They had a lot of influence, but not necessarily in the places they hoped:
The shift from the old assumptions about limited resources to the new thinking based on expanding opportunities occurred in even the most unexpected corners of the European economy. One was Sicily, where the Mafia dominated much business. Sicily was poor, and Mafia economic thinking centered on scarcity. The organization's aim was to squeeze the greatest possible benefits out of its victims rather than to increase total wealth, and one mechanism for doing this was water. Control of wells and springs allowed powerful Sicilians to extort money from peasants who needed to irrigate arid land, so the Mafia opposed projects might might have increased the total water supply in any area. After the war, though, a new generation of American mafiosi arrived. These men did not come under the aegis of the European Reconstruction Agency, but were sent by the Justice Department, which selected particularly dynamic entrepreneurs from Chicago or New York for deportation back to their country of origin. Like the smooth Harvard graduates who gathered in Rome, the American mafiosi tried to explain the virtues of growth to the Italians. They did not oppose irrigation projects. On the contrary, they favored the construction of large dams. In this way everyone could benefit from a new opportunity — though the Mafia, which took big rake-offs from construction contracts, benefited more than most.– Richard Vinen, A History in Fragments, p. 292
2 comments:
Yeah, but do that have family leave and child care?
@Shadow
That got a laugh at me, but in all seriousness, it's worth nothing Italians have historically been wildly sexist, particularly in rural areas like the south.

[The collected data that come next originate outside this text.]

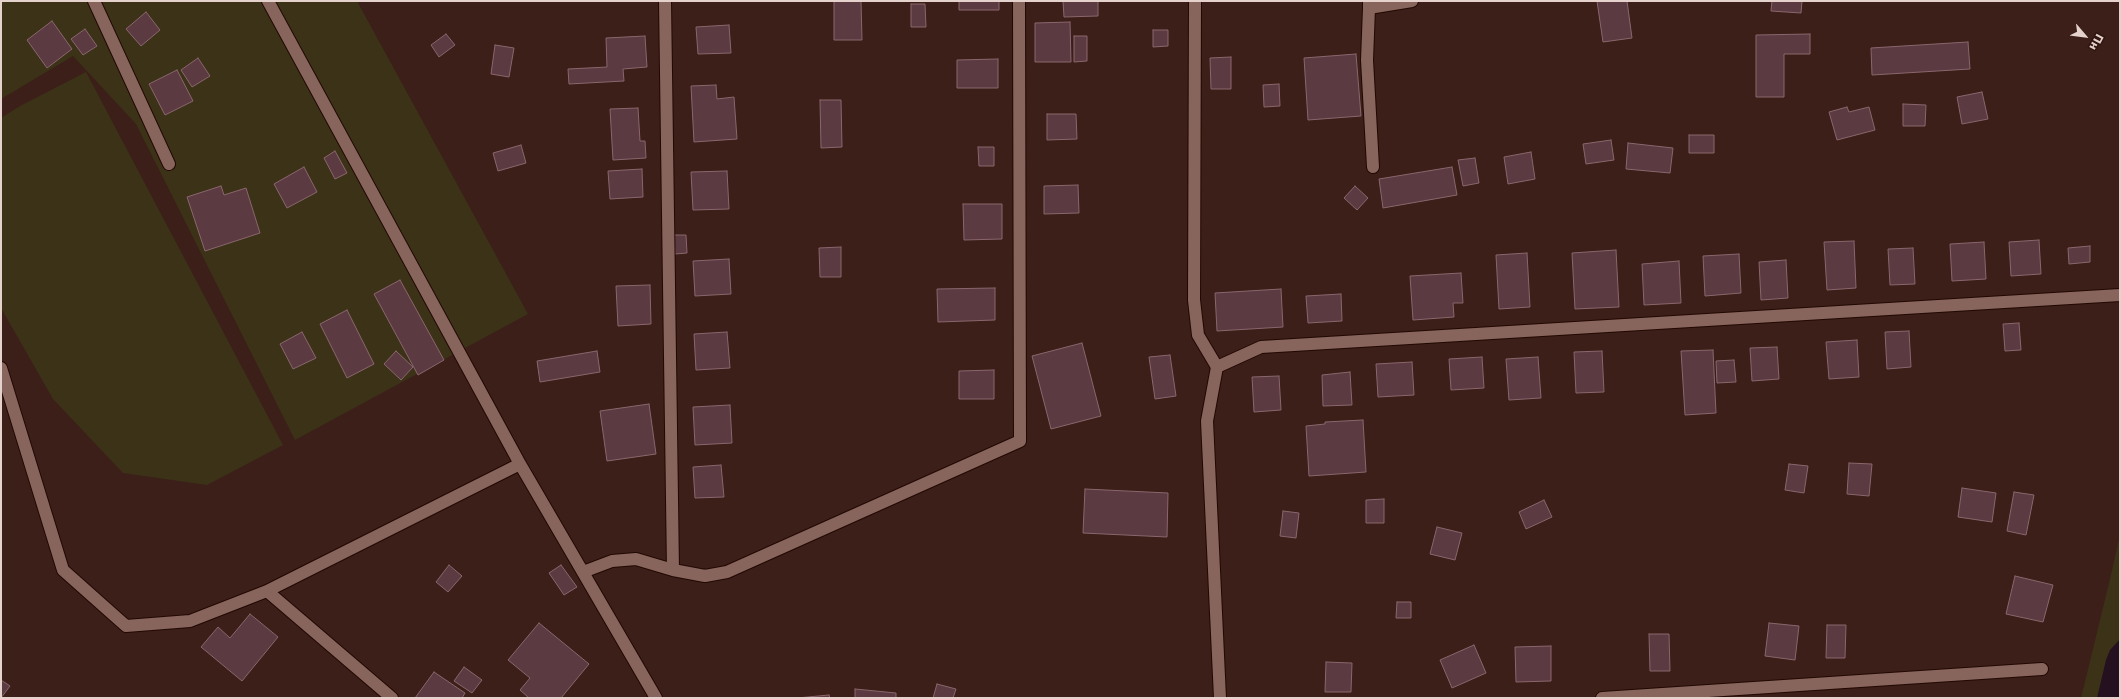 <!DOCTYPE html>
<meta charset="utf-8">
<style>
body{margin:0}
#map{position:relative;width:2121px;height:699px;overflow:hidden;background:#3c1f18;font-family:"DejaVu Sans",sans-serif}
canvas{display:block}
.frame{position:absolute;inset:0;border:2px solid #e6d2cd;pointer-events:none}
.north{position:absolute;left:2065px;top:16px;width:40px;height:40px;-webkit-text-stroke:3px #31160f;paint-order:stroke;rotate:118deg;font-size:11px;font-weight:700;line-height:16px;text-align:center;color:#e6d2cd}
.north::after{content:'';display:block;margin:auto;width:14px;height:18px;background:#e6d2cd;clip-path:polygon(50% 0,100% 100%,50% 72%,0 100%)}
</style>
<div id="map">
<canvas width="2121" height="699"></canvas>
<div class="frame"></div>
<div class="north">Пн</div>
</div>
<script>
const c = document.querySelector('canvas').getContext('2d');
c.lineJoin = 'round';
function fillPath(path, color) {
  c.fillStyle = color;
  c.fill(path, 'evenodd');
}
function shape(rows) {
  const path = new Path2D();
  for (const r of rows) {
    path.moveTo(r[0], r[1]);
    for (let i = 2; i < r.length; i += 2) path.lineTo(r[i], r[i + 1]);
  }
  return path;
}
function strokePath(path, color, width, dash) {
  c.strokeStyle = color;
  c.lineWidth = width;
  c.lineCap = dash ? 'butt' : 'round';
  c.setLineDash(dash || []);
  c.stroke(path);
}
const green = shape([
 [1,1,357,1,528,314,295,440,136,124,73,56,1,99],
 [86,72,283,445,207,485,123,473,53,399,1,308,1,118,20,106],
 [2120,535,2120,698,2081,698,2110,579]
]);
const water = shape([
 [2120,639,2120,698,2097,698,2106,660,2110,650]
]);
const building = shape([
 [834,1,861,1,862,40,834,40,834,1],
 [959,1,999,1,999,10,959,10,959,1],
 [1063,1,1098,1,1098,16,1064,17,1063,1],
 [1597,1,1627,1,1632,38,1603,42,1597,1],
 [1772,1,1802,1,1801,13,1771,11,1772,1],
 [911,4,925,4,926,27,911,27,911,4],
 [146,12,160,30,141,46,126,29,146,12],
 [52,21,72,49,47,68,27,40,52,21],
 [1070,22,1071,62,1035,62,1035,23,1070,22],
 [729,25,731,53,698,54,696,27,729,25],
 [85,29,97,46,83,55,71,39,85,29],
 [1153,30,1168,30,1168,46,1153,47,1153,30],
 [446,34,455,45,439,57,431,45,446,34],
 [1810,34,1810,54,1784,54,1784,97,1756,97,1756,35,1810,34],
 [645,36,647,67,623,69,624,81,569,84,568,69,607,67,606,38,645,36],
 [1074,36,1087,36,1087,61,1074,62,1074,36],
 [1968,42,1970,69,1872,75,1871,48,1968,42],
 [495,45,514,48,509,77,491,74,495,45],
 [1356,54,1361,116,1308,120,1304,58,1356,54],
 [1231,57,1231,89,1211,89,1210,58,1231,57],
 [198,58,210,76,192,87,181,70,198,58],
 [998,59,998,88,957,88,957,60,998,59],
 [177,70,193,101,165,115,149,84,177,70],
 [1279,84,1280,106,1264,107,1263,85,1279,84],
 [716,85,717,99,734,97,737,139,694,142,691,86,716,85],
 [1982,92,1988,119,1962,124,1957,97,1982,92],
 [820,100,841,100,842,147,821,148,820,100],
 [1903,104,1926,105,1925,126,1903,126,1903,104],
 [1847,107,1849,112,1869,107,1875,130,1837,140,1829,112,1847,107],
 [638,108,640,141,645,141,646,158,613,160,610,109,638,108],
 [1047,114,1076,114,1077,139,1047,140,1047,114],
 [1689,135,1714,135,1714,153,1689,153,1689,135],
 [1611,140,1614,160,1586,164,1583,144,1611,140],
 [1628,143,1673,148,1670,173,1626,169,1628,143],
 [521,145,526,163,498,171,493,153,521,145],
 [978,147,994,147,994,166,979,166,978,147],
 [335,151,347,173,335,179,324,158,335,151],
 [1531,152,1535,179,1508,184,1504,157,1531,152],
 [1475,158,1479,183,1463,186,1458,160,1475,158],
 [304,167,317,192,287,208,274,184,304,167],
 [1452,167,1457,195,1383,208,1379,179,1452,167],
 [642,169,643,197,610,199,608,171,642,169],
 [727,171,729,209,693,210,691,172,727,171],
 [1078,185,1079,213,1044,214,1044,186,1078,185],
 [221,186,224,195,246,188,260,233,205,251,187,197,221,186],
 [1355,186,1368,198,1357,210,1344,198,1355,186],
 [963,204,1002,204,1002,239,964,240,963,204],
 [674,235,686,235,687,253,675,254,674,235],
 [2039,240,2041,274,2011,276,2009,242,2039,240],
 [1854,241,1856,288,1827,290,1824,242,1854,241],
 [1984,242,1986,279,1952,281,1950,244,1984,242],
 [2090,246,2090,262,2069,264,2068,248,2090,246],
 [841,247,841,277,820,277,819,248,841,247],
 [1913,248,1915,284,1890,285,1888,249,1913,248],
 [1616,250,1619,307,1575,309,1572,253,1616,250],
 [1527,253,1530,307,1499,309,1496,255,1527,253],
 [1739,254,1741,293,1705,296,1703,256,1739,254],
 [729,259,731,294,695,296,693,261,729,259],
 [1786,260,1788,298,1761,300,1759,262,1786,260],
 [1679,261,1681,303,1644,305,1642,264,1679,261],
 [1461,273,1463,303,1453,303,1454,317,1413,320,1410,276,1461,273],
 [400,280,444,360,418,375,374,294,400,280],
 [650,285,651,324,618,326,616,286,650,285],
 [995,288,995,320,938,322,937,289,995,288],
 [1281,289,1283,327,1217,331,1215,293,1281,289],
 [1341,294,1342,321,1308,323,1306,296,1341,294],
 [347,310,374,364,347,378,320,324,347,310],
 [2019,323,2021,350,2005,351,2003,324,2019,323],
 [1909,331,1911,367,1887,369,1885,332,1909,331],
 [302,332,316,358,293,369,280,344,302,332],
 [727,332,730,368,696,370,694,334,727,332],
 [1857,340,1859,377,1829,379,1826,342,1857,340],
 [1082,343,1101,416,1051,429,1032,356,1082,343],
 [1777,347,1779,379,1752,381,1750,348,1777,347],
 [1713,350,1716,413,1685,415,1681,351,1713,350],
 [396,351,413,367,401,380,384,364,396,351],
 [597,351,600,372,540,382,537,361,597,351],
 [1602,351,1604,392,1576,393,1574,352,1602,351],
 [1170,355,1176,396,1155,399,1149,357,1170,355],
 [1482,357,1484,388,1451,390,1449,359,1482,357],
 [1538,357,1541,398,1509,400,1506,359,1538,357],
 [1734,360,1736,382,1717,383,1716,361,1734,360],
 [1412,362,1414,395,1378,397,1376,364,1412,362],
 [994,370,994,399,959,399,959,371,994,370],
 [1350,372,1352,405,1323,406,1322,375,1350,372],
 [1279,376,1281,410,1254,412,1252,377,1279,376],
 [649,404,656,454,607,461,600,411,649,404],
 [730,405,732,443,695,445,693,407,730,405],
 [1363,420,1366,472,1309,476,1306,426,1325,424,1325,422,1363,420],
 [1849,463,1872,464,1869,496,1847,494,1849,463],
 [1789,464,1808,466,1804,493,1785,490,1789,464],
 [721,465,724,497,695,498,693,467,721,465],
 [1962,488,1996,493,1992,522,1958,517,1962,488],
 [1085,489,1168,493,1167,537,1083,533,1085,489],
 [2014,492,2034,495,2026,535,2007,531,2014,492],
 [1384,499,1384,523,1366,523,1366,500,1384,499],
 [1544,500,1552,517,1526,529,1519,512,1544,500],
 [1283,511,1299,513,1296,538,1280,536,1283,511],
 [1437,527,1462,533,1455,560,1430,554,1437,527],
 [449,565,462,576,448,592,436,582,449,565],
 [561,565,577,587,564,595,549,573,561,565],
 [2015,576,2053,585,2043,622,2006,614,2015,576],
 [1397,602,1411,602,1411,618,1396,618,1397,602],
 [250,614,278,637,242,681,201,647,218,627,230,638,250,614],
 [539,623,589,664,561,698,529,698,520,690,530,678,508,660,539,623],
 [1769,623,1799,626,1795,660,1765,656,1769,623],
 [1827,625,1846,625,1845,658,1826,658,1827,625],
 [1649,634,1669,634,1670,671,1650,671,1649,634],
 [1474,645,1486,673,1452,688,1440,660,1474,645],
 [1551,646,1551,681,1516,682,1515,647,1551,646],
 [1326,662,1352,663,1351,692,1325,692,1326,662],
 [464,667,482,680,472,693,454,681,464,667],
 [434,672,465,693,462,698,415,698,434,672],
 [1,680,10,686,1,698,1,680],
 [937,684,956,689,953,698,933,698,937,684],
 [855,689,896,693,896,698,855,698,855,689],
 [829,695,830,698,797,698,829,695]
]);
const service = shape([
 [1195,1,1194,300,1198,335,1217,367],
 [1369,8,1367,60,1373,167]
]);
const minor = shape([
 [94,1,169,164],
 [268,1,520,464,656,698],
 [665,1,673,570],
 [1369,1,1369,8,1412,1],
 [1,368,63,570,126,626,190,621,267,591,392,698],
 [583,572,612,561,636,559,673,570,705,576,727,572,1020,441,1019,1],
 [267,591,520,464],
 [1220,698,1207,421,1217,367,1261,347,2120,295],
 [1602,698,2042,669]
]);
fillPath(green, '#3b3218');
fillPath(water, '#25101f');
fillPath(building, '#5b3a41');
strokePath(building, '#8a666d', 1);
strokePath(service, '#220803', 14);
strokePath(minor, '#220803', 14);
strokePath(service, '#87655c', 12);
strokePath(minor, '#87655c', 12);
</script>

I knew an old Sicilian-American woman born in 1914 who lived her entire life without ever driving a car, because she was never allowed to. She would tell stories about the absurd degrees of misogyny she dealt with growing up - about how it's not just uncommon for Italian men to learn to cook, it's actively shunned as being a shameful and "unmanly" thing; about how she was taught from an early age that her only value in life would be to be someone's wife and do the cooking and cleaning for her husband; about how her own father refused to ever eat her cooking purely because it "wasn't her place" to cook for him, and he would instead demand that anything he ate be made by her mother, even if she was sick in bed.